= To do =
Return the entries in full, exactly as they were written.

[Stored data]
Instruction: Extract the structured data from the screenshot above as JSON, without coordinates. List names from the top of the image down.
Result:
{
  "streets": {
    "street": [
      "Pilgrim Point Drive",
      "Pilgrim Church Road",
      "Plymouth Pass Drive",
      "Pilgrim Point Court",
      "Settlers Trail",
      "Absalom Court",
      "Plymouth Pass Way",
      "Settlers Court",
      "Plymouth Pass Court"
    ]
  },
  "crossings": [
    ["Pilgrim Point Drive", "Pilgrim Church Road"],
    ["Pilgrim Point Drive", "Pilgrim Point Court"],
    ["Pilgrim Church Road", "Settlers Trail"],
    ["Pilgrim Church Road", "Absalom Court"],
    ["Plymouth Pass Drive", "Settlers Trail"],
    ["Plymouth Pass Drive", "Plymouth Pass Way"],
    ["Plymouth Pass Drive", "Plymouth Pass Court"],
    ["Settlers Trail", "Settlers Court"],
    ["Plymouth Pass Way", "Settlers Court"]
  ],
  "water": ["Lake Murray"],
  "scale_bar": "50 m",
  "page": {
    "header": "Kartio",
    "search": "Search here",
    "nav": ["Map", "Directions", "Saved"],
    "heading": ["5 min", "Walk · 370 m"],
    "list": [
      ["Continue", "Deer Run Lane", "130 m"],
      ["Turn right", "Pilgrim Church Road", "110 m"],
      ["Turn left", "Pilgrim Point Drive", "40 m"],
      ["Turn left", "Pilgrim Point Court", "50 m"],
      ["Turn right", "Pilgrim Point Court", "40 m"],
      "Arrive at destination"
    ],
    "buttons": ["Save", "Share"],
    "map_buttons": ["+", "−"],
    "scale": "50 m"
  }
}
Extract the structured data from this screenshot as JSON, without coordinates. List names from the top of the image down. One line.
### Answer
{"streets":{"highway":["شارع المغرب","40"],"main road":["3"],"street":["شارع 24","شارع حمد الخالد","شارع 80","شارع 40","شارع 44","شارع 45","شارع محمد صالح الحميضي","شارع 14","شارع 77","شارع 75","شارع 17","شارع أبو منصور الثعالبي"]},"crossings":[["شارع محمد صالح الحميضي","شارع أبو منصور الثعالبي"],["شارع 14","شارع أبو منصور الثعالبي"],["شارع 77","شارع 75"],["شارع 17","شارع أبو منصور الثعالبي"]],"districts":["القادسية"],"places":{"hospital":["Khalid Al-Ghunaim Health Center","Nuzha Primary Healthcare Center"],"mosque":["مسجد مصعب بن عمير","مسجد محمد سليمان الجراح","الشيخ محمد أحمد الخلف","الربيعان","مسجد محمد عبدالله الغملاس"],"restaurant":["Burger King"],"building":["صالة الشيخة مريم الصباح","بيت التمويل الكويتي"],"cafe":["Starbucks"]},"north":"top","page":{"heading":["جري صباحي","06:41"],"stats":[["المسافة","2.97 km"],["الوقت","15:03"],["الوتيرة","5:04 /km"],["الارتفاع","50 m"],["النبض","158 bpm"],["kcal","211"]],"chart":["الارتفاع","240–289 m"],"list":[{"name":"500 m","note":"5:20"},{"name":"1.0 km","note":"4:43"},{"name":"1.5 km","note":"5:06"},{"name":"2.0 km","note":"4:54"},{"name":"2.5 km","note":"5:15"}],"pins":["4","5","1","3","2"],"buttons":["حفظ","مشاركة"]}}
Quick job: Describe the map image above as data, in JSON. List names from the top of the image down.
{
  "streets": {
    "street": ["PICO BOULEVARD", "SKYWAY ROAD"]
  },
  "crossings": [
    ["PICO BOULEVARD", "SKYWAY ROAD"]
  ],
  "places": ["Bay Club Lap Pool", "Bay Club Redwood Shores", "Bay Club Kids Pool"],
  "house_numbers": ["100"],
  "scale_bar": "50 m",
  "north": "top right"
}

= Output below =
Instruction: Extract the structured data from the screenshot above as JSON, without coordinates. List names from the top of the image down.
Result:
{
  "streets": {
    "street": [
      "Pilgrim Point Drive",
      "Pilgrim Church Road",
      "Plymouth Pass Drive",
      "Pilgrim Point Court",
      "Settlers Trail",
      "Absalom Court",
      "Plymouth Pass Way",
      "Settlers Court",
      "Plymouth Pass Court"
    ]
  },
  "crossings": [
    ["Pilgrim Point Drive", "Pilgrim Church Road"],
    ["Pilgrim Point Drive", "Pilgrim Point Court"],
    ["Pilgrim Church Road", "Settlers Trail"],
    ["Pilgrim Church Road", "Absalom Court"],
    ["Plymouth Pass Drive", "Settlers Trail"],
    ["Plymouth Pass Drive", "Plymouth Pass Way"],
    ["Plymouth Pass Drive", "Plymouth Pass Court"],
    ["Settlers Trail", "Settlers Court"],
    ["Plymouth Pass Way", "Settlers Court"]
  ],
  "water": ["Lake Murray"],
  "scale_bar": "50 m",
  "page": {
    "header": "Kartio",
    "search": "Search here",
    "nav": ["Map", "Directions", "Saved"],
    "heading": ["5 min", "Walk · 370 m"],
    "list": [
      ["Continue", "Deer Run Lane", "130 m"],
      ["Turn right", "Pilgrim Church Road", "110 m"],
      ["Turn left", "Pilgrim Point Drive", "40 m"],
      ["Turn left", "Pilgrim Point Court", "50 m"],
      ["Turn right", "Pilgrim Point Court", "40 m"],
      "Arrive at destination"
    ],
    "buttons": ["Save", "Share"],
    "map_buttons": ["+", "−"],
    "scale": "50 m"
  }
}
Extract the structured data from this screenshot as JSON, without coordinates. List names from the top of the image down. One line.
### Answer
{"streets":{"highway":["شارع المغرب","40"],"main road":["3"],"street":["شارع 24","شارع حمد الخالد","شارع 80","شارع 40","شارع 44","شارع 45","شارع محمد صالح الحميضي","شارع 14","شارع 77","شارع 75","شارع 17","شارع أبو منصور الثعالبي"]},"crossings":[["شارع محمد صالح الحميضي","شارع أبو منصور الثعالبي"],["شارع 14","شارع أبو منصور الثعالبي"],["شارع 77","شارع 75"],["شارع 17","شارع أبو منصور الثعالبي"]],"districts":["القادسية"],"places":{"hospital":["Khalid Al-Ghunaim Health Center","Nuzha Primary Healthcare Center"],"mosque":["مسجد مصعب بن عمير","مسجد محمد سليمان الجراح","الشيخ محمد أحمد الخلف","الربيعان","مسجد محمد عبدالله الغملاس"],"restaurant":["Burger King"],"building":["صالة الشيخة مريم الصباح","بيت التمويل الكويتي"],"cafe":["Starbucks"]},"north":"top","page":{"heading":["جري صباحي","06:41"],"stats":[["المسافة","2.97 km"],["الوقت","15:03"],["الوتيرة","5:04 /km"],["الارتفاع","50 m"],["النبض","158 bpm"],["kcal","211"]],"chart":["الارتفاع","240–289 m"],"list":[{"name":"500 m","note":"5:20"},{"name":"1.0 km","note":"4:43"},{"name":"1.5 km","note":"5:06"},{"name":"2.0 km","note":"4:54"},{"name":"2.5 km","note":"5:15"}],"pins":["4","5","1","3","2"],"buttons":["حفظ","مشاركة"]}}
Quick job: Describe the map image above as data, in JSON. List names from the top of the image down.
{
  "streets": {
    "street": ["PICO BOULEVARD", "SKYWAY ROAD"]
  },
  "crossings": [
    ["PICO BOULEVARD", "SKYWAY ROAD"]
  ],
  "places": ["Bay Club Lap Pool", "Bay Club Redwood Shores", "Bay Club Kids Pool"],
  "house_numbers": ["100"],
  "scale_bar": "50 m",
  "north": "top right"
}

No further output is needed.